The EuroTeX2003 paper about Bibulus
(Converted to HTML and slightly modified.)
Background
BibTeX is a great tool -- something which is demonstrated by the
fact that it is still being used today, almost twenty years after it was
created -- but it has some problems. Some of these have been solved by
additional packages:
- Natbib and other LaTeX packages add real support for
author--date citations.
- Custom-bib makes it possible for ordinary human beings to
construct .bst files according to their needs.
- Jurabib and other packages add support for citations in
footnotes and for use of ibid. citations.
- Chapterbib and bibunits allow the use of multiple
bibliographies in a single document.
- amsrefs among other things allows the definition of
bibliographies within the LaTeX file and adds many more entry
types.
However, to the best of my knowledge, there are still problems which
are not satisfactorily handled by any existing programs:
- Sorting can be very difficult for non-English bibliographies.
- Sharing a single bibliography file between documents in several
languages is very difficult, because notes, dates and types are
stored as ordinary text in the bibliography file.
- Creating bibliographies in multiple writing systems is not
handled at all (except for solutions that allow just one additional
alphabet, such as hellas.bst for Greek).
- Interacting with programs other than LaTeX is problematic,
because many features are hard-coded in BibTeX.

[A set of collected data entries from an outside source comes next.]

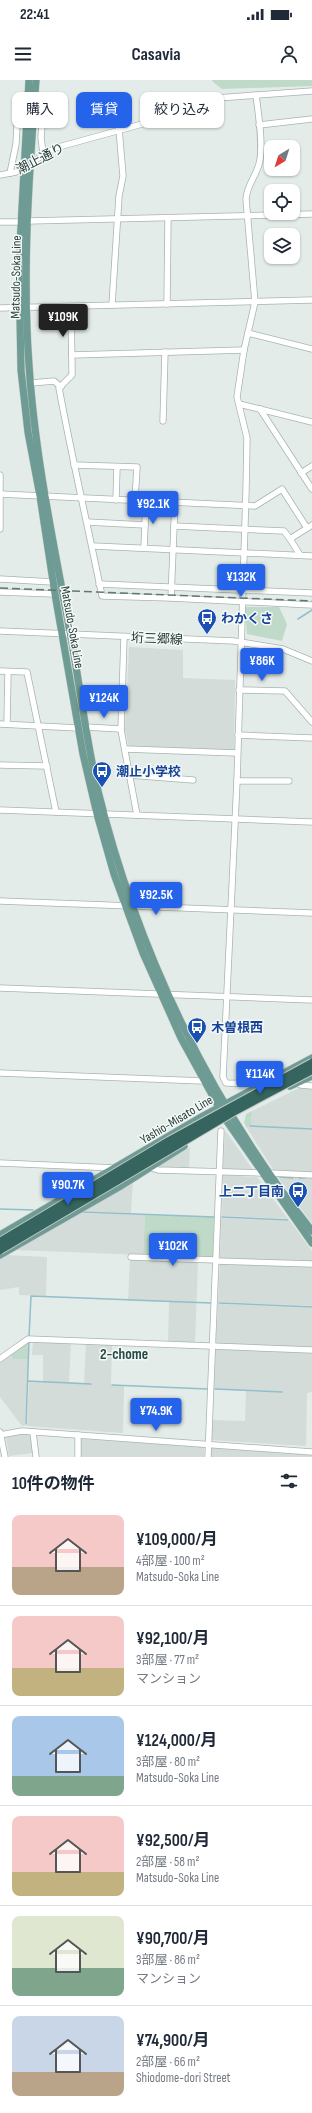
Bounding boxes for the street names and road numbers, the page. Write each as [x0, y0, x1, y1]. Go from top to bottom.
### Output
street label: 潮止通り [14, 140, 67, 178]
street label: Matsudo-Soka Line [7, 235, 25, 319]
street label: Matsudo-Soka Line [57, 585, 87, 670]
street label: 垳三郷線 [131, 630, 183, 648]
street label: Yashio-Misato Line [137, 1092, 216, 1148]

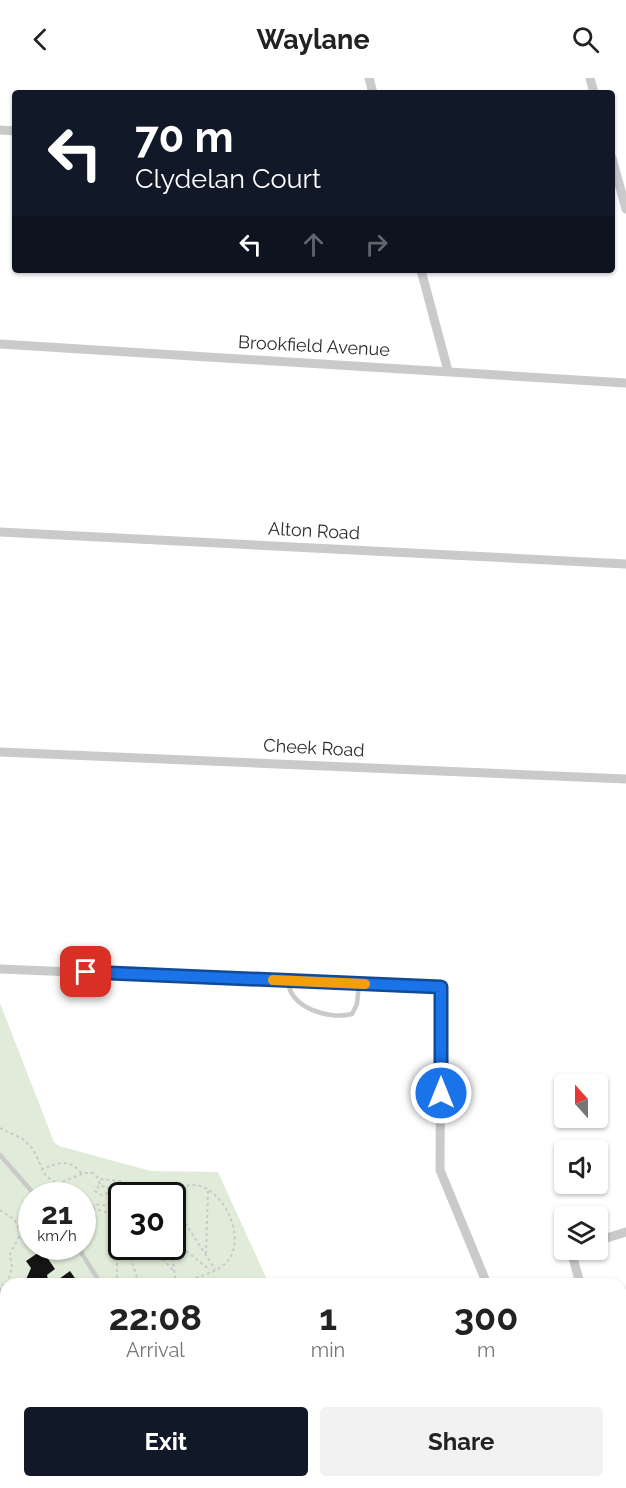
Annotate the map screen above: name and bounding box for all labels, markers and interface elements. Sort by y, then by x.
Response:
icon: back [24,23,57,56]
icon: search [569,23,602,56]
text: Waylane [256,24,370,55]
text: 70 m [135,113,234,162]
icon: left [36,114,114,192]
text: Clydelan Court [135,163,321,194]
icon: left [234,228,267,261]
icon: ahead [297,228,330,261]
icon: right [360,228,393,261]
street label: Brookfield Avenue [238,331,391,360]
street label: Alton Road [268,518,360,543]
street label: Cheek Road [263,734,365,761]
pin [60,946,111,997]
icon: arrive [69,955,102,988]
position arrow [409,1061,473,1125]
north arrow [554,1074,608,1128]
map controls [554,1074,608,1260]
button: sound [554,1140,608,1194]
speed limit sign: 30 [108,1182,186,1260]
text: 21 [41,1196,73,1231]
button: layers [554,1206,608,1260]
text: km/h [37,1227,77,1245]
text: 22:08 [109,1296,202,1338]
text: 1 [319,1296,337,1338]
text: 300 [454,1296,518,1338]
text: Arrival [126,1338,185,1362]
text: min [311,1338,345,1362]
text: m [477,1338,495,1362]
button: Exit [24,1407,308,1476]
button: Share [320,1407,603,1476]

- Although it is not too difficult to define a .bst file
thanks to Custom-bib, it would be nice to be able to define the
appearance of the bibliography within the LaTeX file (To be fair, this is handled by amsrefs, but this is not a
part of BibTeX).
- Like TeX, BibTeX is compiled with a certain memory limit,
which means that an expanded version is sometimes needed, something
which is likely to cause a newcomer immense problems.
Enter Bibulus
Bibulus is an attempt to address the problems listed above. In the
following some of its main features will be introduced.
XML
Bibulus requires its databases to be in Bibulus XML
(specified in a DTD (the
Bibulus DTD has been inspired by the one described in The
LaTeX Web Companion and by various bibliographic
DTDs that can be found on the Internet)
which is bundled with Bibulus).
This is not as problematic as it sounds for two reasons.
First, Bibulus comes with a program which will convert old
BibTeX databases to XML.
Second, data in XML is generally very easy to convert to another
kind of XML, for instance by means of an XSLT script.

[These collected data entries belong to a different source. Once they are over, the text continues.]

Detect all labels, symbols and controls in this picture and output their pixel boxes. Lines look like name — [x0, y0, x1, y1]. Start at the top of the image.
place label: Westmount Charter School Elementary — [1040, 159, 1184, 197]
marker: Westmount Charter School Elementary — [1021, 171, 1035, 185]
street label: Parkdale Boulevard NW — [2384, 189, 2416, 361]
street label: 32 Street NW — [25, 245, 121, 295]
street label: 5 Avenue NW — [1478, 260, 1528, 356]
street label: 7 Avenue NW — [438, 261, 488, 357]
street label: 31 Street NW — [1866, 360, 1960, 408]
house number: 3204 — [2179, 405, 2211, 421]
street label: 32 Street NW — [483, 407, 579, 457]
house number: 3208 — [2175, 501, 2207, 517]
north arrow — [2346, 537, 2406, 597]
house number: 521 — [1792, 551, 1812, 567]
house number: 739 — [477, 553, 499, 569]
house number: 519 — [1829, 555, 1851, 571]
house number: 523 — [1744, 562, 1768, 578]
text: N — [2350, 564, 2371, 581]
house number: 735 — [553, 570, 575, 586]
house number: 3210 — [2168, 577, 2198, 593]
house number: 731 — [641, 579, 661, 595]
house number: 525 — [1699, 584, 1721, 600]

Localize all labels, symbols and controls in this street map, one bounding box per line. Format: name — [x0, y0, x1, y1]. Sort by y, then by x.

Although no such scripts are included in the Bibulus module at the
moment, it could easily be done if there was a need for them, for
instance in order to use XML bibliographies conforming to other
bibliographic DTDs with Bibulus.
Unicode
Bibulus is truly multilingual. It uses Unicode internally, but it can
both read and write other character sets.
Perl
Bibulus is written in pure Perl. This means it is very portable,
as Perl is available on most platforms.
Not just LaTeX
To Bibulus, LaTeX is just yet another input/output format. If you
want, you can also get your bibliography in pure ASCII or in HTML,
and other formats are easily added (for instance, as
suggested by a reviewer, it would be easy to make Bibulus output
BibTeX databases).
Specifying the style in your document
Bibliography styles can be defined in the LaTeX file.
While \bibliographystyle definitions are still supported, one
can also use this new format:
\bibulus{citationstyle=numerical,
surname=comes-first,
givennames=initials,
blockpunctuation=.}
Of course, many more options are possible.
Entries can also be specified or modified within the LaTeX document.
For instance, the following command will add a note with the
text "Great!" to the entry called sample.
\bibulusadd{sample}{note}{Great!}
Open Source
Bibulus is released under the GNU Public Licence which among other
things means you get the source code and are free to make any changes
you want.
Bibulus is very much work in progress, both in the sense that many
features have not been implemented yet and that there is a good chance
your requests will be implemented.
Name
"Bibulus" means fond of drink, thirsty in Latin.
Furthermore, M. Calpurnius Bibulus was consul in Rome together with
C. Iulius Cæsar in the year 59 BC.
The name was given in the hope that the program will be fond of
"drinking" many books, and that it will rule together with the best
typesetting systems (hopefully more happily than its ancient
namesake).
Tour of Bibulus
In the following we shall have a closer look at various aspects of Bibulus.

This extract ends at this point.